REQUIRED ACTION
Please copy the last part of the entries exactly: the line that has "Input: one rendered" and every line up to and including the end, nothing more.

[Data entries]
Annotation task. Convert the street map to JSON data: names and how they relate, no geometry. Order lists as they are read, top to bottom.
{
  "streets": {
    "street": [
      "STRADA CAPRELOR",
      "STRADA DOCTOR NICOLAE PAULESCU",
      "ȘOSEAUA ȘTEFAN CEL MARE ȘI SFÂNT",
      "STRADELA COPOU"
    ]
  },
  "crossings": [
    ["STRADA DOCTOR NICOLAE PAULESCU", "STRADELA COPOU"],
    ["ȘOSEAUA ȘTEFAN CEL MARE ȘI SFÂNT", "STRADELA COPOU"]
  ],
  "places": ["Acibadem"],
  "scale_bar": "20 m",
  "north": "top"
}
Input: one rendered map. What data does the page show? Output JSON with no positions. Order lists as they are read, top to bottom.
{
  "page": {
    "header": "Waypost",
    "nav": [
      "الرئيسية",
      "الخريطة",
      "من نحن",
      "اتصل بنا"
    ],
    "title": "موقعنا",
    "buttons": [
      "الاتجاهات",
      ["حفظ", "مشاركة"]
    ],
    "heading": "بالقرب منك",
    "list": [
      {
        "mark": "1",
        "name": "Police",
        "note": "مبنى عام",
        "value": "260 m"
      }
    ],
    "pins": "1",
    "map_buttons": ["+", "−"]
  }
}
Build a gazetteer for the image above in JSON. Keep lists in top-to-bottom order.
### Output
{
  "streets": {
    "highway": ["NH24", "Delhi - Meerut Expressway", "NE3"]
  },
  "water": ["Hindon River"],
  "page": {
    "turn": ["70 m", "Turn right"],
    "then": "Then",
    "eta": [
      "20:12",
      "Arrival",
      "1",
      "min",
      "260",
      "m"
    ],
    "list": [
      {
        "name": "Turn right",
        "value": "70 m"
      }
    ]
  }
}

TASK OUTPUT
Input: one rendered map. What data does the page show? Output JSON with no positions. Order lists as they are read, top to bottom.
{
  "page": {
    "header": "Waypost",
    "nav": [
      "الرئيسية",
      "الخريطة",
      "من نحن",
      "اتصل بنا"
    ],
    "title": "موقعنا",
    "buttons": [
      "الاتجاهات",
      ["حفظ", "مشاركة"]
    ],
    "heading": "بالقرب منك",
    "list": [
      {
        "mark": "1",
        "name": "Police",
        "note": "مبنى عام",
        "value": "260 m"
      }
    ],
    "pins": "1",
    "map_buttons": ["+", "−"]
  }
}
Build a gazetteer for the image above in JSON. Keep lists in top-to-bottom order.
### Output
{
  "streets": {
    "highway": ["NH24", "Delhi - Meerut Expressway", "NE3"]
  },
  "water": ["Hindon River"],
  "page": {
    "turn": ["70 m", "Turn right"],
    "then": "Then",
    "eta": [
      "20:12",
      "Arrival",
      "1",
      "min",
      "260",
      "m"
    ],
    "list": [
      {
        "name": "Turn right",
        "value": "70 m"
      }
    ]
  }
}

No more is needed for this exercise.